Thursday through Saturday, Jan. 3-5 — David Ives' explores facets of time and communication with "All in the Timing," his collection of comedic one-act plays.
David Ives' explores facets of time and communication with "All in the Timing," his collection of comedic one-act plays.
"He's brilliant," says Gwen Overland, who directs Next Stage Repertory's production of Ives' series.
"The fact that we're here, having this conversation three hours before the world is supposed to end is truly what David Ives would consider fodder for a comedy sketch," she says during a telephone interview on Friday, Dec. 21, the day the Mayan calendar ended.
Ives has written about 14 comedy sketches. First published in 1994 by Dramatists Play Service, "All in the Timing" is a collection of six: "Sure Thing," "Words, Words, Words," "Philadelphia," "Variations on the Death of Trotsky," "The Universal Language" and "Philip Buys a Loaf of Bread."
"We took away 'Philip Glass' because we thought it wouldn't work for a Medford audience," Overland says.
The sketch is a musical parody of minimalist composer Philip Glass. Two women, Glass and a baker rap their way through a spoof of the self-importance of post-modernist performance art.
"We wanted a sketch that has all six actors of the cast in it," she says. "So we chose 'Foreplay.' "
"Foreplay" is set at a miniature golf course.
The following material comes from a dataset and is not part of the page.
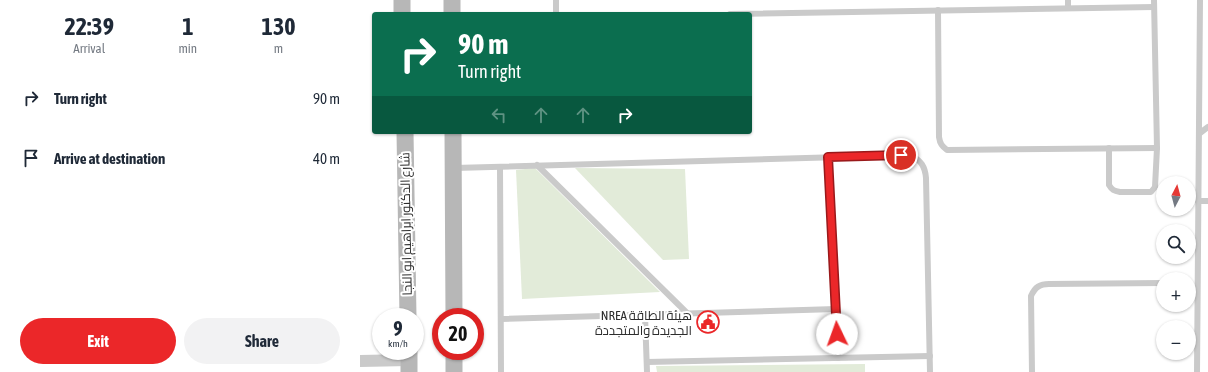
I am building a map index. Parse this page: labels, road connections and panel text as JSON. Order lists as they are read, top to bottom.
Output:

The main character, Chuck, appears simultaneously as a youth, young adult and middle-aged man — on three separate first dates.
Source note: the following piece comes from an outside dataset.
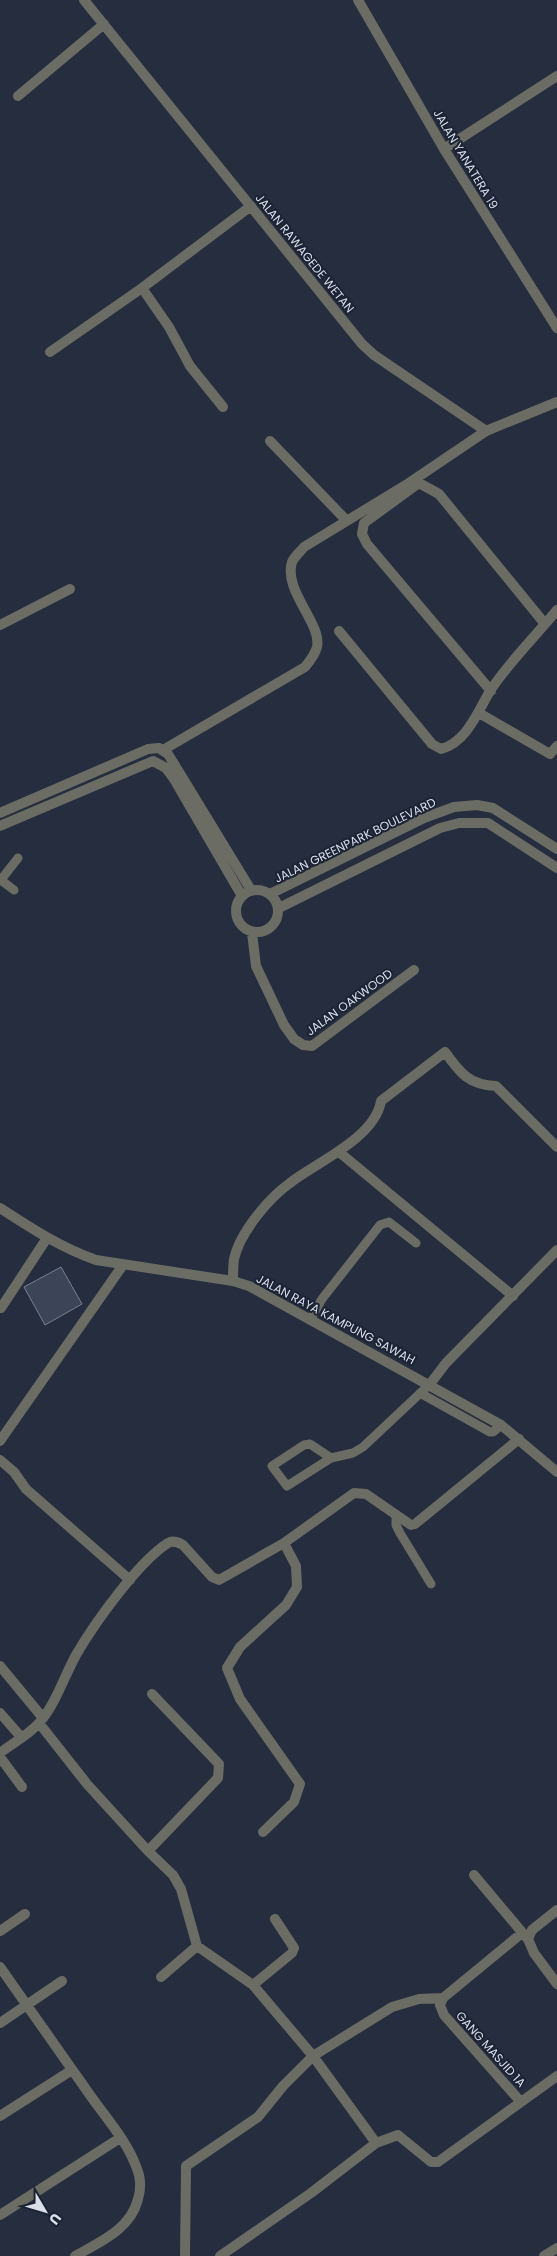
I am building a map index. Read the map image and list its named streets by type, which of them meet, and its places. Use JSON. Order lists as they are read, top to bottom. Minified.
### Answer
{"streets":{"street":["JALAN YANATERA 19","JALAN RAWAGEDE WETAN","JALAN GREENPARK BOULEVARD","JALAN OAKWOOD","JALAN RAYA KAMPUNG SAWAH","GANG MASJID 1A"]},"crossings":[["JALAN GREENPARK BOULEVARD","JALAN OAKWOOD"]],"north":"bottom right"}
"He makes an effort to communicate with and attract each of the girls," Overland says. "The scenarios end differently, relative to Chuck's character.
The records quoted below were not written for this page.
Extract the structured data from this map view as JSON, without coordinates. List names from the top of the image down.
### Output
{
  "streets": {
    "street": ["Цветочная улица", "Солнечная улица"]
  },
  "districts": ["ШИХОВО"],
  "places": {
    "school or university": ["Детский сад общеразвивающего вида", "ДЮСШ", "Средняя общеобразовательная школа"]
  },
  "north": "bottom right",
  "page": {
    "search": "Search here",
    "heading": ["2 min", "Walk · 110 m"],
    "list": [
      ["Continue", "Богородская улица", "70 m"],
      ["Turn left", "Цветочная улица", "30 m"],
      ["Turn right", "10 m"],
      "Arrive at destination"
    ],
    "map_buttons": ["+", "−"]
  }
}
"It's a perfect example of Ives' genius at playing with time. He constitutes and obliterates it. Establishes it, and then pares it down. He gives the pieces timelessness and currency at the same time."
Next Stage Repertory will present performances at 7:30 p.m. Thursday, Friday and Saturday, Jan.3-5, at the Craterian Theater, 23 S. Central Ave., Medford. Tickets cost $12 and are available at the Craterian box office, 16 S. Bartlett Ave., online at www.craterian.org or by calling 541-779-3000.
The six one-acts in Ives' collection all have the playwright's sense of timing and wordplay.
"The first time you see the plays, you don't realize all of the philosophy, history, politics, literary illusions, comedy and drama held in the 10- to 15-minute sketches," Overland says. "I've discovered that words either connect or repel us from other people. And, ultimately, there's a third thing. It's some mysterious thing that the character Don mentions in 'The Universal Language' as the hand of destiny."
Ives' exploration of destiny is playful in "Variations on the Death of Trotsky," in which revolutionary Leon Trotsky dies eight times from an axe wound to the head.
"We know Trotsky dies because there's an axe in his head when the skit opens," Overland says. "But what Ives is exploring, in comic fashion, are those moments of connection between Trotsky and his wife and his assassin between the time he is stricken and when he dies.
"Thank God Ives is playful or he'd be dangerous. It's the playfulness that the actors and I are approaching in our interpretation. As a result, we've found a connection as an ensemble. It's as if we were meant to be together through the hand of destiny for this production — in spite of the world ending today."